We get 3 days paid for a parent, anything beyond that is annual leave or unpaid. I'd say average time people are off is about 2 weeks.

Chocowoka · 29/01/2020 23:34

@Tombakerscarf

It’s my opinion on the OP’s post. I personally think 8 weeks seems excessive under the circumstances.

My answer would have been different if the staff were early 20’s say

Greendayz · 29/01/2020 23:35

Do the three people know each other OP? Or do you manage a very large number of people do having three off at once for the same reason isn't so unlikely? If not, it does seem very odd. But if my work was stressful and I didn't like it, and I was aware that my colleagues were getting two months off for losing a parent I could imagine thinking I'll have that much off too then. Maybe with them all doing the same, they see it as normal?

HappyExteriorSadInterior · 29/01/2020 23:38

Hi OP,
I personally think compassion is needed here and no judgement. Everybody deals with bereavement differently.
One person might feel able to go back to work in two weeks another might need two months or more.
I would hold off starting "proceedings" and handle this with care.
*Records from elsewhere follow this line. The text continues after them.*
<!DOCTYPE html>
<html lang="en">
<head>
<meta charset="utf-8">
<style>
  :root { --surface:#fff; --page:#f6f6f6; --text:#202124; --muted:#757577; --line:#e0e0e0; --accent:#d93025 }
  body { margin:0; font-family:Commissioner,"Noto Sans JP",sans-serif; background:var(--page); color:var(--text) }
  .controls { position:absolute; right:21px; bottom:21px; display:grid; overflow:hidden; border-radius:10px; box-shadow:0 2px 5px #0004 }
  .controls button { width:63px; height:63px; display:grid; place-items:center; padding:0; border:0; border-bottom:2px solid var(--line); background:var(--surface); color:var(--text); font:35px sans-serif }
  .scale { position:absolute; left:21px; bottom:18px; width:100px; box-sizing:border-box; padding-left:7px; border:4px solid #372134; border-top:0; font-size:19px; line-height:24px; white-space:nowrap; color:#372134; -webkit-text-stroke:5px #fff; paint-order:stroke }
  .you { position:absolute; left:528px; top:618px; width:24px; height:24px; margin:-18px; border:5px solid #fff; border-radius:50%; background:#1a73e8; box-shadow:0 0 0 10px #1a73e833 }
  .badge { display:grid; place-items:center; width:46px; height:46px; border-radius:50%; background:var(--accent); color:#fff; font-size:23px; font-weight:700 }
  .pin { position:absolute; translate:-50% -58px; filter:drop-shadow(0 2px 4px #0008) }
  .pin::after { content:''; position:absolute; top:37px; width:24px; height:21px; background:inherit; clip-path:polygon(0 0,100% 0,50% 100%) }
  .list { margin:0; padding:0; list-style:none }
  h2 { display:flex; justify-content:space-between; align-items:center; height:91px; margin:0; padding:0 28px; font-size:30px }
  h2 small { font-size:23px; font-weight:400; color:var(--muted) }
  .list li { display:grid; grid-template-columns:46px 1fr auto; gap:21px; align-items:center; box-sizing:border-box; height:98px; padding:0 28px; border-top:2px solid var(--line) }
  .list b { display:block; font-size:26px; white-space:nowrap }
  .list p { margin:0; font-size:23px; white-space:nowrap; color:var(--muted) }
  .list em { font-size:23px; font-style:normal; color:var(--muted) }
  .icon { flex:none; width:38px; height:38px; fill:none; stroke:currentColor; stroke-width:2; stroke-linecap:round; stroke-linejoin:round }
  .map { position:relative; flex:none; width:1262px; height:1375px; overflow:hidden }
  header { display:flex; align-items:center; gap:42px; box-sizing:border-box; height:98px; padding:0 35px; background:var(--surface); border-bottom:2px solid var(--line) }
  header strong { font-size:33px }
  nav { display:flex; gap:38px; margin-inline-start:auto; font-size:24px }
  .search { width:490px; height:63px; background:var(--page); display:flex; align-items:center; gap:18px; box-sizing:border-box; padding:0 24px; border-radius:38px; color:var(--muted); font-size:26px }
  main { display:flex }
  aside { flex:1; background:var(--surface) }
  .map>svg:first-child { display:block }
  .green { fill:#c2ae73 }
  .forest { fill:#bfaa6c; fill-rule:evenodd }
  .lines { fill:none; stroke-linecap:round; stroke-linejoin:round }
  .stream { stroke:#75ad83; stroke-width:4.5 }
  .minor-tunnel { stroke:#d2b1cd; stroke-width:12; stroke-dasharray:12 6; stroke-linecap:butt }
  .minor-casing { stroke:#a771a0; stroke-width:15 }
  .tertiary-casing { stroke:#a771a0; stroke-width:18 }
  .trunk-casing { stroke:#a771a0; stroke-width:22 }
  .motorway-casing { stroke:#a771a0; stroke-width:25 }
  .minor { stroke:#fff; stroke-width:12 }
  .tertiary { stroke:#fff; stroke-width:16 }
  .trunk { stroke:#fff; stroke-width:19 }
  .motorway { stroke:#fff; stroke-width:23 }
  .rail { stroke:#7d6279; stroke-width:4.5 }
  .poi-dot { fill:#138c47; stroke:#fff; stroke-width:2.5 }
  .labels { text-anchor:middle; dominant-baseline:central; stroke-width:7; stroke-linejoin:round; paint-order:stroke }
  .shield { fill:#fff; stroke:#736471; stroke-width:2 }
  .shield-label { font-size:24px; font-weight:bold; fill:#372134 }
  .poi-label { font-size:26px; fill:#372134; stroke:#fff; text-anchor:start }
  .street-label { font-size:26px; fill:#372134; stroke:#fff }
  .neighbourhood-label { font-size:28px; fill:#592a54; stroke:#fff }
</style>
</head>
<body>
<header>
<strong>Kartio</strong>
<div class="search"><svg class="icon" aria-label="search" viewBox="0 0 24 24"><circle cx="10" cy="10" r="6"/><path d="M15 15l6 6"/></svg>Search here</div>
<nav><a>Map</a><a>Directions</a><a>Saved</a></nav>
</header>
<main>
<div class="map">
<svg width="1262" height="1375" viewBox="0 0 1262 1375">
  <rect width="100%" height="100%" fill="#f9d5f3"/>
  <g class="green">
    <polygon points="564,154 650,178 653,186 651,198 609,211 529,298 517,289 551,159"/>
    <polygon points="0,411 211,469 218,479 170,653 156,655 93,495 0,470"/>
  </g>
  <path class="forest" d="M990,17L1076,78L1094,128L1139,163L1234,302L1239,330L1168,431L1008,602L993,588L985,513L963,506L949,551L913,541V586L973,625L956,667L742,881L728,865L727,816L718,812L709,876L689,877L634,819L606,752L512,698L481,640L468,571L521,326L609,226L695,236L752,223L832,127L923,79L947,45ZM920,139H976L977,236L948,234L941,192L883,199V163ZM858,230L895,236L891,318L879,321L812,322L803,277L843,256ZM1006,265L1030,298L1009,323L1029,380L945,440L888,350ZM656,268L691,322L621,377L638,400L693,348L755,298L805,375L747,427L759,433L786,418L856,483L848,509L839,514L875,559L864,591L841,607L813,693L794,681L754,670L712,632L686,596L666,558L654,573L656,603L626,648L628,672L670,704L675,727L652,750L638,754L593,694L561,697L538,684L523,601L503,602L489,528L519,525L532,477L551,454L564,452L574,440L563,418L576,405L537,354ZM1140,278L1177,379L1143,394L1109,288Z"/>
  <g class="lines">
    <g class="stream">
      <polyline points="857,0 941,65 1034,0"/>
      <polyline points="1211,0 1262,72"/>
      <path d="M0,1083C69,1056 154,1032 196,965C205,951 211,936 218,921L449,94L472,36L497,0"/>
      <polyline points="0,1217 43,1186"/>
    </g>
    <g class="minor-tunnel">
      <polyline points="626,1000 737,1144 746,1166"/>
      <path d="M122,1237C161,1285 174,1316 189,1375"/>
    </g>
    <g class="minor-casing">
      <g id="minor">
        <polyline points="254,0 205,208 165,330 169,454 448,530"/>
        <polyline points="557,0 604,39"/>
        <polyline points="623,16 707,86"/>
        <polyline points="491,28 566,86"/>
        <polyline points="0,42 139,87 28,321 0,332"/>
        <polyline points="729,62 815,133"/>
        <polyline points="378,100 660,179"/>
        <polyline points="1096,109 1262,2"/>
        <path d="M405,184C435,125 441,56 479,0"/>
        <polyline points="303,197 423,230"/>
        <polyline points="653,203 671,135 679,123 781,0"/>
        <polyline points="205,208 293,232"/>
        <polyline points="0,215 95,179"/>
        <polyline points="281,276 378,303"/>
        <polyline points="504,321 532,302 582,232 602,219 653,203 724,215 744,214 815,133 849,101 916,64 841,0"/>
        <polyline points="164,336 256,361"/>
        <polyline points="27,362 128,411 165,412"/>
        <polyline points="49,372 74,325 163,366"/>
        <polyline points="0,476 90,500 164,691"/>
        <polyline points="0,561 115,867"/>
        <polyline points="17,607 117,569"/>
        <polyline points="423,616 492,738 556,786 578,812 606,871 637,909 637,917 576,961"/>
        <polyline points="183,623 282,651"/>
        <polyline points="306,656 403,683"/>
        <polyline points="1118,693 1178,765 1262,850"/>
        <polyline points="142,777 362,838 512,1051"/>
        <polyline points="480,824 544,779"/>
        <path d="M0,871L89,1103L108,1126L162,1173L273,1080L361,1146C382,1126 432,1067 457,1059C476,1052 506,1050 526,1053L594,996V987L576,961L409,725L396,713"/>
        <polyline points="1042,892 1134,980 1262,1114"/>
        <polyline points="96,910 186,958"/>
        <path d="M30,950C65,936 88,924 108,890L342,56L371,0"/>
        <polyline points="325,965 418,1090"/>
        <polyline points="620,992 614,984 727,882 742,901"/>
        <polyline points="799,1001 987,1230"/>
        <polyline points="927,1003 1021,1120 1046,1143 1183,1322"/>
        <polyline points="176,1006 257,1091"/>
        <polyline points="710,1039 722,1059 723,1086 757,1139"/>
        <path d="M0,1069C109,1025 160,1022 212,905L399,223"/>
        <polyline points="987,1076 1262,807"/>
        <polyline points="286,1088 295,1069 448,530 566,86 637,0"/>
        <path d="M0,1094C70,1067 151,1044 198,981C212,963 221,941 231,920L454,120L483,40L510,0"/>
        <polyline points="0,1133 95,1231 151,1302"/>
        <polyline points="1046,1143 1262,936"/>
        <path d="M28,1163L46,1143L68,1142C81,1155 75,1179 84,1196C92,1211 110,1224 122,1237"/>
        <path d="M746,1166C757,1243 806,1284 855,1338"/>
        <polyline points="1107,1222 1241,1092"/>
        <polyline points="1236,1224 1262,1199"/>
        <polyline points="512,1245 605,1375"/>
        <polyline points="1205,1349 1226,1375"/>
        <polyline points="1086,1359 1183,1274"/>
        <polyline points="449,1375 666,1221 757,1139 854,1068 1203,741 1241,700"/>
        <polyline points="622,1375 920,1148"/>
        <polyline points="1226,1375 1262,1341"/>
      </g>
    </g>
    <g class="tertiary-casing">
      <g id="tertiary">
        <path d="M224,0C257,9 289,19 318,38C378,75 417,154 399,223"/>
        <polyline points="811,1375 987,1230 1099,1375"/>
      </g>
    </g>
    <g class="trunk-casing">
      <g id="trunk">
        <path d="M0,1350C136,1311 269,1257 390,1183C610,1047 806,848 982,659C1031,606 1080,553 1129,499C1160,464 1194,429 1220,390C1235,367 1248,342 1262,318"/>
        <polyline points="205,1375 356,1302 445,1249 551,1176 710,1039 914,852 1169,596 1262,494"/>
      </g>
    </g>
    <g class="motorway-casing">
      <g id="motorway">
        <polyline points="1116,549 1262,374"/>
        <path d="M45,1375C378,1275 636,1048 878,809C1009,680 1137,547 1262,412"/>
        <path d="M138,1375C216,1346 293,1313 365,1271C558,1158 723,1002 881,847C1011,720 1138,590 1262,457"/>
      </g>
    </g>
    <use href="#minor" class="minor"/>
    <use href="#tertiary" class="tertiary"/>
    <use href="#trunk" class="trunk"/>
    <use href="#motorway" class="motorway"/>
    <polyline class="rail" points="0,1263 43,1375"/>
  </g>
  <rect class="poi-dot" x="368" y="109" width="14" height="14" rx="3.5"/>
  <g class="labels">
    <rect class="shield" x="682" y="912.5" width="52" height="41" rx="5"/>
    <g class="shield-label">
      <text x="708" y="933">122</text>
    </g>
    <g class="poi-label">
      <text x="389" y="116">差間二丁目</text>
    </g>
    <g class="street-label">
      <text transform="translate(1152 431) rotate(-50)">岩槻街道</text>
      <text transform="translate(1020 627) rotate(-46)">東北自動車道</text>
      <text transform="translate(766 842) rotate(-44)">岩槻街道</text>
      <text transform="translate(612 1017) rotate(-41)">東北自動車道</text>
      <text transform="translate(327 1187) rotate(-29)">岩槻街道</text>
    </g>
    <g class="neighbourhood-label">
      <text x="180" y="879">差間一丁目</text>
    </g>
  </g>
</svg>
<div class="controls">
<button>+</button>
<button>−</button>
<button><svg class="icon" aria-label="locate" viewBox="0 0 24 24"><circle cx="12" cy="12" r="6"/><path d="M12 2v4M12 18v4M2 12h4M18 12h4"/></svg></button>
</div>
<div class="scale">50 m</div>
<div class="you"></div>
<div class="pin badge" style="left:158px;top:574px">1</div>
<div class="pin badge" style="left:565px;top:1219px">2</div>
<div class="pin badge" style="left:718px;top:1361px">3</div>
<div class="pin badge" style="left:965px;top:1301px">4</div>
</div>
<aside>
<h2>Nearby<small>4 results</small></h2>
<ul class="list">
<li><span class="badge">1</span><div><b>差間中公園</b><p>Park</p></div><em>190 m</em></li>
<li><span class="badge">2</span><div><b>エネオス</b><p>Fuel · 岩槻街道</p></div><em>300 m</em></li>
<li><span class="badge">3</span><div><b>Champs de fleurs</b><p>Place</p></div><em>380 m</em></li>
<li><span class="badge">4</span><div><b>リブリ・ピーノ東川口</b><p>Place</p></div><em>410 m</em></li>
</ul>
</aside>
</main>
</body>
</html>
After my Dad passed away I was a wreck and it took me months to feel like my life was returning to some kind of normality.
Luckily I had taken voluntary redundancy a month before my Dad passed so I didn't have to worry about jumping through hoops with work and sick notes, etc. Which would have just added to my stress and anxiety.
Losing a parent has to be one of the most difficult things to recover from.

I also think when you mention that your workplace is stressful this could have something to do with your colleagues not rushing back to work before they feel ready. It's the last place I could have coped with being when I was getting over my bereavement.

BackforGood · 29/01/2020 23:39

@saraclara - no-one is playing 'top trumps' - people are sharing their own experiences, which is what the OP was asking. She wants to check she isn't being unreasonable in expecting staff to come in and do the job they are being paid for.
Well, OP put it a lot nicer than that, but many of us who have lost their parents are telling her that she has been more than generous with the 2 weeks compassionate leave.
Of course you are still grieving, but you still will be weeks, months and years down the line. You have to learn to manage that grief though, you can't really expect to be entitled to take months and months off work for a bereavement of a parent.

ruby2020 · 29/01/2020 23:40

It scares me to think that people would turn their noses up at someone taking two weeks for a parent. My father isn't young, and he's basically my best friend in the world. I can't imagine my world without him. I guess not everyone has that close a repair with their parent, but when the time comes (and I hope to god this is years and years away yet) my world will be turned upside down. Two weeks to me would be nowhere near enough to "recover".

I think I'm quite lucky in that I work in the NHS and we're usually quite well covered for leave - I certainly wouldn't like to be threatened by my manager "starting proceedings" after such a short time.

ruby2020 · 29/01/2020 23:40

Don't know why my phone changed relationship to repair!

Nicknacky · 29/01/2020 23:43

ruby Two weeks might not be enough, you don’t know till the time comes. Or you might want to get on with everyday life and go back to work fairly quickly.

I think about my dad dying often and I will take it hard. But I already know I will be back to work in 2/3/4 weeks time as staying at home dwelling won’t help me.

saraclara · 29/01/2020 23:44

No-one is saying that grief is over at the point that one returns to work. Jeeze, if I'd stopped grieving for my husband after even the two months I had off, that would be very weird. And grieving for my dad clearly took longer than the two days I had off work.

But part of moving through grief relies on our day to day lives going on, and some degree of distraction. I'd actually have gone back to work earlier if it hadn't been school holidays towards the end. I needed to, and it was the healthier decision.